東芝の粉飾と原発事業の「失敗」/ブランド・企業論(37)
東芝の「不適切会計」(粉飾)問題が連日報道されている。
基本的には同社の企業統治が問題にされており、確かに大きな問題であると思う。
⇒2015年5月13日 (水):東芝に何が起きているのか?/ブランド・企業論(35)
⇒2015年7月14日 (火):東芝の不適切会計=粉飾決算の構図/日本の針路(196)
⇒2015年7月22日 (水):日本を代表する企業・東芝の実態/ブランド・企業論(36)
実体論的にみると、問題の原因に原発事業があるという見方が強い。
裏面史にも詳しい高野孟氏の見解を中心に見てみよう。
辞任した3社長のうちキーマンは佐々木則夫副会長。
東芝利益水増し1518億円 第三者委 社長辞任表明へ
佐々木氏は、原子力事業を東芝の主柱の1つにまで仕立てた功労者だ。
写真から受ける印象も、3人の中で最も「タフなやり手」である。
リーマン・ショック不況の中、09年3月期の決算では営業損益2,500億円の赤字を出したが、同年6月に社長となった佐々木は「15年度に原発事業の売上げ1兆円」と、得意の原子力を主軸に経営を立て直す大方針を打ち出した。この時が彼の人生の絶頂だったろう。その大方針が成果を上げ始める暇もない2年後、11年3月11日に福島第一原発の爆発事故が起きて地獄の底に落ちることになった。東京電力として最初の原発基地となった福島第一の1号機はGE、2号機と6号機はGE・東芝、3号機と5号機は東芝、4号機は日立が手がけており、ここは言ってみれば東芝・GE連合にとっての「聖地」である。それが吹き飛んだことのダメージは計り知れなかった。
・・・・・・
こうして、福島事故のA級戦犯の1人に列せられておかしくない佐々木だが、そうは簡単にはあきらめない。第2次安倍政権が誕生するや、13年1月には早速「経済財政諮問会議」の2人の民間議員に三菱ケミカルの小林喜光会長/経済同友会代表幹事と共に名を連ね、14年9月には小林と2人揃って「産業競争力会議」の民間議員に移り、それを通じてアベノミクスの「成長戦略」の中に原発再稼働と海外への輸出を柱として織り込むよう奮闘した。
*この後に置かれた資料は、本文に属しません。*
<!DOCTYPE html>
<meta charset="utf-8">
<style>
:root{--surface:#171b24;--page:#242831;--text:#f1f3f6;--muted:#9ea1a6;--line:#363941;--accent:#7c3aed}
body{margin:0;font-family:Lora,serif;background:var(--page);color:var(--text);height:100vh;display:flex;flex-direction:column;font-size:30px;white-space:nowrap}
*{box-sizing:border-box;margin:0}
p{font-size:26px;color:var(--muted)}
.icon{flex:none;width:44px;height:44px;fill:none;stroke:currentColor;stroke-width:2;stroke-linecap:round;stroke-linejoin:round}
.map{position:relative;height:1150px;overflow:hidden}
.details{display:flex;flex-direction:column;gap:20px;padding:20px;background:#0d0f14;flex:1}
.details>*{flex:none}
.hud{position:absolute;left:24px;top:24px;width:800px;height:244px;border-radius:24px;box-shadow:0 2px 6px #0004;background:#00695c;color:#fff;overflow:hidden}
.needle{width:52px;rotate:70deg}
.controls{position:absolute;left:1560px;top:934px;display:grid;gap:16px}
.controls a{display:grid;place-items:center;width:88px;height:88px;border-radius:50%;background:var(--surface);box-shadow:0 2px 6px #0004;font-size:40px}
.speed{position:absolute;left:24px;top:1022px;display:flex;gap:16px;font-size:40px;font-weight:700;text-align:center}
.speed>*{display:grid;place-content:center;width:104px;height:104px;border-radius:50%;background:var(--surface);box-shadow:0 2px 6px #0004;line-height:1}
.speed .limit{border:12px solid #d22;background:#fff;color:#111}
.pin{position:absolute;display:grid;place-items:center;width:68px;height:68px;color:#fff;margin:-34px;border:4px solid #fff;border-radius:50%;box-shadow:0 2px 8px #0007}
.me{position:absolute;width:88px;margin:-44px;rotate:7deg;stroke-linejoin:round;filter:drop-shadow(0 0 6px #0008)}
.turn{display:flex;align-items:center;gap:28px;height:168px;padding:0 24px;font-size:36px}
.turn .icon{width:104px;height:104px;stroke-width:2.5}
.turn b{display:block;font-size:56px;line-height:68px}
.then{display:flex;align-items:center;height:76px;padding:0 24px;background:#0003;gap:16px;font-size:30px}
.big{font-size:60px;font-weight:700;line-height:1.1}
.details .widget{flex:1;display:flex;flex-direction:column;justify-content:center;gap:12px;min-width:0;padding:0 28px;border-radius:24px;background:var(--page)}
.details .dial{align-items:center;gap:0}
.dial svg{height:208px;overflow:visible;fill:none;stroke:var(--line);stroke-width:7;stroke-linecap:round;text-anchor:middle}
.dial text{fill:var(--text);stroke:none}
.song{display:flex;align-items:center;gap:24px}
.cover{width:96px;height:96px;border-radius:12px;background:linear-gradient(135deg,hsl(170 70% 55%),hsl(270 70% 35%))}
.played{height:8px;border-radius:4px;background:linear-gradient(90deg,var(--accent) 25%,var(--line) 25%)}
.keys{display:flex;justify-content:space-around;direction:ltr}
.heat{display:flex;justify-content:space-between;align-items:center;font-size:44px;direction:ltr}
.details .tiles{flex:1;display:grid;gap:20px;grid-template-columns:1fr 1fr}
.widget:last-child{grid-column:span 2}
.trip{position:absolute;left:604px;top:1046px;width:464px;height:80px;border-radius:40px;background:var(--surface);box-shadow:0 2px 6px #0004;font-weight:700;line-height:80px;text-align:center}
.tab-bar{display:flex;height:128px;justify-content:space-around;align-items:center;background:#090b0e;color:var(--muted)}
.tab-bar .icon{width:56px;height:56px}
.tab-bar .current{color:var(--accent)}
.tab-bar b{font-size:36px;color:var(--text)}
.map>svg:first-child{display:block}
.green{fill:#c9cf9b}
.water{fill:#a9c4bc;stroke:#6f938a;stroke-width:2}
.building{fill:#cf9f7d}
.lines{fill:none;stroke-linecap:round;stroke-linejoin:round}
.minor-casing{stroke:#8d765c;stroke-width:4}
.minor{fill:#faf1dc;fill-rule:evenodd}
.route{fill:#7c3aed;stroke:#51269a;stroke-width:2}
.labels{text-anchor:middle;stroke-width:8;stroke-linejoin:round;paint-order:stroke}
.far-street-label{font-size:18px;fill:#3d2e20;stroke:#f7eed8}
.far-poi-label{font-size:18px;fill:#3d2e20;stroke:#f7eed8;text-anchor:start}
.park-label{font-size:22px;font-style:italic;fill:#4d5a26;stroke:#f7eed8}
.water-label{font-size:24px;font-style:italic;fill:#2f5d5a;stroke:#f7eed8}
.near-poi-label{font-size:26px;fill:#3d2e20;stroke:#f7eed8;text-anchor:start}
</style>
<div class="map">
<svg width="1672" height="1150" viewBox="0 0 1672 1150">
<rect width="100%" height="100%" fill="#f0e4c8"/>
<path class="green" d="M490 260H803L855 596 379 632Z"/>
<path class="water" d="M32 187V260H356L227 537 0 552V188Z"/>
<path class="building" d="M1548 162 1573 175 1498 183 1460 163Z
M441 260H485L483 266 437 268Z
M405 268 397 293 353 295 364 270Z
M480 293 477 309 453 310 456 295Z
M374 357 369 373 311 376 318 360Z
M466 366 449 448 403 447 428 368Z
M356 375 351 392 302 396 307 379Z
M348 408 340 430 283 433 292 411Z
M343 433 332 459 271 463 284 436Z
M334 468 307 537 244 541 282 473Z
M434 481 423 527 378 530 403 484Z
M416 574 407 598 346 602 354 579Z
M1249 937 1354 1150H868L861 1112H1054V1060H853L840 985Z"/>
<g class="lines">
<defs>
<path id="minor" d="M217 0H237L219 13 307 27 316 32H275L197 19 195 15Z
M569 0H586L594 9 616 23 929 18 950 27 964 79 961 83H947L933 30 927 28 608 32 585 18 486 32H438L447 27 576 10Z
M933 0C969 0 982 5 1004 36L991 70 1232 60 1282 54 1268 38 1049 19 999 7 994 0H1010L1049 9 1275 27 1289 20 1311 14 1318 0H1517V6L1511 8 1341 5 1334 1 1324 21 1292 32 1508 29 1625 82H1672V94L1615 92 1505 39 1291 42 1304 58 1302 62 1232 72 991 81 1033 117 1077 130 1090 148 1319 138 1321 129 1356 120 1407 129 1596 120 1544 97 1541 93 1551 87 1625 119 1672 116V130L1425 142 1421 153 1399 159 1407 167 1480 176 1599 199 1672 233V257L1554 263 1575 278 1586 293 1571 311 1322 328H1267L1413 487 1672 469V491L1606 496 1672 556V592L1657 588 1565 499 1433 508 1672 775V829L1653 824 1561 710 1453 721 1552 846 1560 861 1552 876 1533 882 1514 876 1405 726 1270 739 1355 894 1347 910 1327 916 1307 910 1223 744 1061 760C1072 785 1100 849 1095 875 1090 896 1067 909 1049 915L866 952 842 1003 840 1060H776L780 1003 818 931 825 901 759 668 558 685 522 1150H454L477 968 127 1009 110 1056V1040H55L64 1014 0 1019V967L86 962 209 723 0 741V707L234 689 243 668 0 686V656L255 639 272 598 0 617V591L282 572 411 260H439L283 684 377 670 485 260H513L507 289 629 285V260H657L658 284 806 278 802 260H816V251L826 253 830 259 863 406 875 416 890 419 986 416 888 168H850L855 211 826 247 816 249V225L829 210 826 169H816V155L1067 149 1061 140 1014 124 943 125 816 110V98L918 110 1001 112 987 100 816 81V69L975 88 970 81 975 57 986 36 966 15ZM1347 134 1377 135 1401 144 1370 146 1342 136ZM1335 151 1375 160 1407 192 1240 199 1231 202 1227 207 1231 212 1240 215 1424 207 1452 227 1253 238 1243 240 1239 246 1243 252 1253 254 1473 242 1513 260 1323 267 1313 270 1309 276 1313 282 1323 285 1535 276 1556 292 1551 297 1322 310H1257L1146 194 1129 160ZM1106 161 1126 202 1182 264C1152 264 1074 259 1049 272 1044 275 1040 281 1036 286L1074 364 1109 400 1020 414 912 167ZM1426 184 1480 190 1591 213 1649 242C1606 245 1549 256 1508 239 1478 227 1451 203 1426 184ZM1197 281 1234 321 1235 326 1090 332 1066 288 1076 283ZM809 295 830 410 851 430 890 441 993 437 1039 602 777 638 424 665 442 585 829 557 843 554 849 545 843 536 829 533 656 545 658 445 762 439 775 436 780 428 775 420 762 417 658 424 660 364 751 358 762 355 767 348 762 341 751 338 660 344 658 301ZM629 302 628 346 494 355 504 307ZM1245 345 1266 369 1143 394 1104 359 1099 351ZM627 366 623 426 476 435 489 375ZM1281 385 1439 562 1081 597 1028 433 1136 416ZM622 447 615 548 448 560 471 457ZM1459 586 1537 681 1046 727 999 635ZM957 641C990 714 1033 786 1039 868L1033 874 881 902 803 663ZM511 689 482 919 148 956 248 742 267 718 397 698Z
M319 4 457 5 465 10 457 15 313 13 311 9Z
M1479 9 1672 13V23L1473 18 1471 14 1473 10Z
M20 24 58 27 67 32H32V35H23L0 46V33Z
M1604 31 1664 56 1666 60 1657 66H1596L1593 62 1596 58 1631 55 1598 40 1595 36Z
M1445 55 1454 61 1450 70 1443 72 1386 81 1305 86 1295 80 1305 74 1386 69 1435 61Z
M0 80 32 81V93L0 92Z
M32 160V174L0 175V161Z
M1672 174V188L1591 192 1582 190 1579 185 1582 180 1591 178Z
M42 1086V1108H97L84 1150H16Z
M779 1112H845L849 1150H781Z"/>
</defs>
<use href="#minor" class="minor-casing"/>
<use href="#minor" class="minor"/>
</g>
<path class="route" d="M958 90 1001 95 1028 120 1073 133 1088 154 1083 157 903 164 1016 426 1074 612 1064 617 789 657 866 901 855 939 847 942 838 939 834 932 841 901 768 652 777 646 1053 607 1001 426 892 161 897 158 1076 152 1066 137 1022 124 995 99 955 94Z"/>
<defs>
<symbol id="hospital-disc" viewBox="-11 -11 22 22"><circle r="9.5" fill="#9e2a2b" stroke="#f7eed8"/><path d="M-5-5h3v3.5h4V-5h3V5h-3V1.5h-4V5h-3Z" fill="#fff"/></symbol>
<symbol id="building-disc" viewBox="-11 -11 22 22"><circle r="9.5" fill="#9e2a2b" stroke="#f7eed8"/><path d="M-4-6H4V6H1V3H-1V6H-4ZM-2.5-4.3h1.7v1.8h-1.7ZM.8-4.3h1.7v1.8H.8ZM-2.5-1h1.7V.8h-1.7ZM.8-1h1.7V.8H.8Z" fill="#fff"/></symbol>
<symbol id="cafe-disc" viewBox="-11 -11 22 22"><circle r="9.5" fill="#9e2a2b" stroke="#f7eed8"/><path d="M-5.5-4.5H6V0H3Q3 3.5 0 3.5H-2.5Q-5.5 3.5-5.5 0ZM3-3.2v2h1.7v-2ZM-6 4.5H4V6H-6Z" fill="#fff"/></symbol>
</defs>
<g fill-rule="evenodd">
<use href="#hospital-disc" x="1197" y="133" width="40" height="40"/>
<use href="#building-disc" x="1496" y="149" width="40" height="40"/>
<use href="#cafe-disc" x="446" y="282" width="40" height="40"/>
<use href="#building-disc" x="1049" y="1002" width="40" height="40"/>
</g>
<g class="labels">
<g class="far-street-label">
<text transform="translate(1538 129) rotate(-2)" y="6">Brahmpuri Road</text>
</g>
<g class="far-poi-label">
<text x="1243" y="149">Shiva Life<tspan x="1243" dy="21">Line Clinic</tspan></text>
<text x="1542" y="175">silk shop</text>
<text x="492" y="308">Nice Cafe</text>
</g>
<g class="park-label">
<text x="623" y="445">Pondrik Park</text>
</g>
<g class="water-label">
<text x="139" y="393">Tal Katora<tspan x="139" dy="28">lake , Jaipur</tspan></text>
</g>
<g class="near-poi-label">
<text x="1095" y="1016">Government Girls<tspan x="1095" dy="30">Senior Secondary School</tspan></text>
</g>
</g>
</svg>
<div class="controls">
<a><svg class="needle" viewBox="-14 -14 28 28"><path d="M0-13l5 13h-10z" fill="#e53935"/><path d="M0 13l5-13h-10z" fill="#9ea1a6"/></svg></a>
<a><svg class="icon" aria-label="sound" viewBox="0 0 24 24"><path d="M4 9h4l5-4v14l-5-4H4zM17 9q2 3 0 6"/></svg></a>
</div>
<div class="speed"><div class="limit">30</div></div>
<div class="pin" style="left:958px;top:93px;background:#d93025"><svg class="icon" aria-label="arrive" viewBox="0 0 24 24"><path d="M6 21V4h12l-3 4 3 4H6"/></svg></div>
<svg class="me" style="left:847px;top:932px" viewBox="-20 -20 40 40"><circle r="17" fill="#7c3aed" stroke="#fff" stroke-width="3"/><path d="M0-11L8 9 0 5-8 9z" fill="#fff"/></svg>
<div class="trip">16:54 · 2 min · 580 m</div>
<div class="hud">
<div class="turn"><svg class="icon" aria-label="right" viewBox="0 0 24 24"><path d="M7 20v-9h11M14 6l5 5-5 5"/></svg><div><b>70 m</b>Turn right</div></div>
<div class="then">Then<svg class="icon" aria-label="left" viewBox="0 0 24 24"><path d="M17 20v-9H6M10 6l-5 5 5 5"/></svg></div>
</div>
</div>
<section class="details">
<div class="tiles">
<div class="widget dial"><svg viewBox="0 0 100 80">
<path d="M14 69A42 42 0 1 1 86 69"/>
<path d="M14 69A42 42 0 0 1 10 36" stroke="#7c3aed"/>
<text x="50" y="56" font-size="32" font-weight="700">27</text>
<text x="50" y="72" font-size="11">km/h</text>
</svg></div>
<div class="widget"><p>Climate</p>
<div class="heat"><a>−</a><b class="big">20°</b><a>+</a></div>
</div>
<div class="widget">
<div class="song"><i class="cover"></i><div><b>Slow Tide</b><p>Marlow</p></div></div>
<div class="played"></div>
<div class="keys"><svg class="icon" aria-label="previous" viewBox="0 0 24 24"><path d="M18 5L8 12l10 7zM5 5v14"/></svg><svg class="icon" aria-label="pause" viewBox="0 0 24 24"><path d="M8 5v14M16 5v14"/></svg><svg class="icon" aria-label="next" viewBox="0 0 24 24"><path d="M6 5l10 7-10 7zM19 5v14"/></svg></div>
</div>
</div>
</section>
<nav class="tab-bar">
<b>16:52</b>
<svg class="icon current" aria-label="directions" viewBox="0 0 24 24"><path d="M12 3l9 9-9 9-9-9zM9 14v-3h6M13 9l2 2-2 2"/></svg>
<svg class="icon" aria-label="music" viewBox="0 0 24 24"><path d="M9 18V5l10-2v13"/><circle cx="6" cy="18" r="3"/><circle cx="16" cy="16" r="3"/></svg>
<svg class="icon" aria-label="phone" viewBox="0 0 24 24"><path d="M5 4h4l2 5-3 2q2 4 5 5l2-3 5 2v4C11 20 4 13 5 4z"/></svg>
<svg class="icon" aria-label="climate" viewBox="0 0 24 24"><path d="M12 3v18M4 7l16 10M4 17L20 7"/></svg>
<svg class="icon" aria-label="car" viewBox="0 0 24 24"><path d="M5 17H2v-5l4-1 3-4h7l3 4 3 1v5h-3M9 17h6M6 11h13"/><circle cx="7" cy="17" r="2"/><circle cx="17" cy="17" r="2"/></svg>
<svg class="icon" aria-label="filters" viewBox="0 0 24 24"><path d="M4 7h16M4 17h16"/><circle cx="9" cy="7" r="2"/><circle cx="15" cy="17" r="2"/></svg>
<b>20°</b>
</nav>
もはや「安倍と最も親しい財界人」となった佐々木は、13年6月には東芝の副会長になると同時に経団連の副会長にも就任し「次期経団連会長候補」に名を上げられるまでになった。
世に「原子力ムラ」と言われるが、その骨格をなすのは
1.電力会社や東芝はじめ原子炉・発電機メーカーなど産業界
2.経産省はじめエネルギー庁・規制庁など官界
3.東大工学部原子力学科を中心とする御用学者群
──の産官学のトライアングルである。原子力の裾野は広く、原子炉などの機器メーカーだけでなく、素材や部品をつくる鉄鋼・特殊金属メーカー、大規模工事を請け負うゼネコン、燃料の輸入や原発の輸出に携わる大手商社、それらの金融を受け持つメガバンクなどはみな広義での原子力関連産業であり、それは実は、ほぼそのまま、経団連の中心企業なのである。
東芝の粉飾決算は、「嫉妬」が生んだ原発スキャンダルだった?
経団連会長で多くの人に記憶されているのは、「財界総理」という称号をマスコミから与えられた石坂泰三と、メザシの朝食の土光敏夫であろう。
共に東芝会長だった。
石坂は、1956年に第2代会長に就き、1968年まで12年間会長職に君臨した。
土光は石坂から1代おいて、1974年から1980年までの6年間会長の座にあった。
戦後日本経済の最も輝かしい時期の財界トップを、東芝出身の2人が計20年間も占めていたのだ。
その後経団連会長職は東芝には戻っていない。
パソコン・半導体など軽電部門出身の西室泰三(現日本郵政社長/70年談話有識者懇座長)やその直系で次の次の社長・会長だった西田厚聡(今回相談役を辞任)などが画策したが、経団連会長にはなれなかった。
西室・西田からすれば、重電部門から駆け上がってきてしかも原子力で巨額損失を作りだした張本人である佐々木が、自分らを差し置いて財界トップの座を手に入れることだけは許せなかった、という経営陣内部の嫉妬狂いが、このスキャンダル暴発の一因だったと言われている。
東芝の粉飾決算は、「嫉妬」が生んだ原発スキャンダルだった?
「チャレンジ」という都合のよい言葉で粉飾を強いる姿は、中小企業と変わらないが、ドロドロした派閥争いは、スーパー大企業らしいと言えようか。
原子力ムラの崩壊=安倍政権の終焉は近い。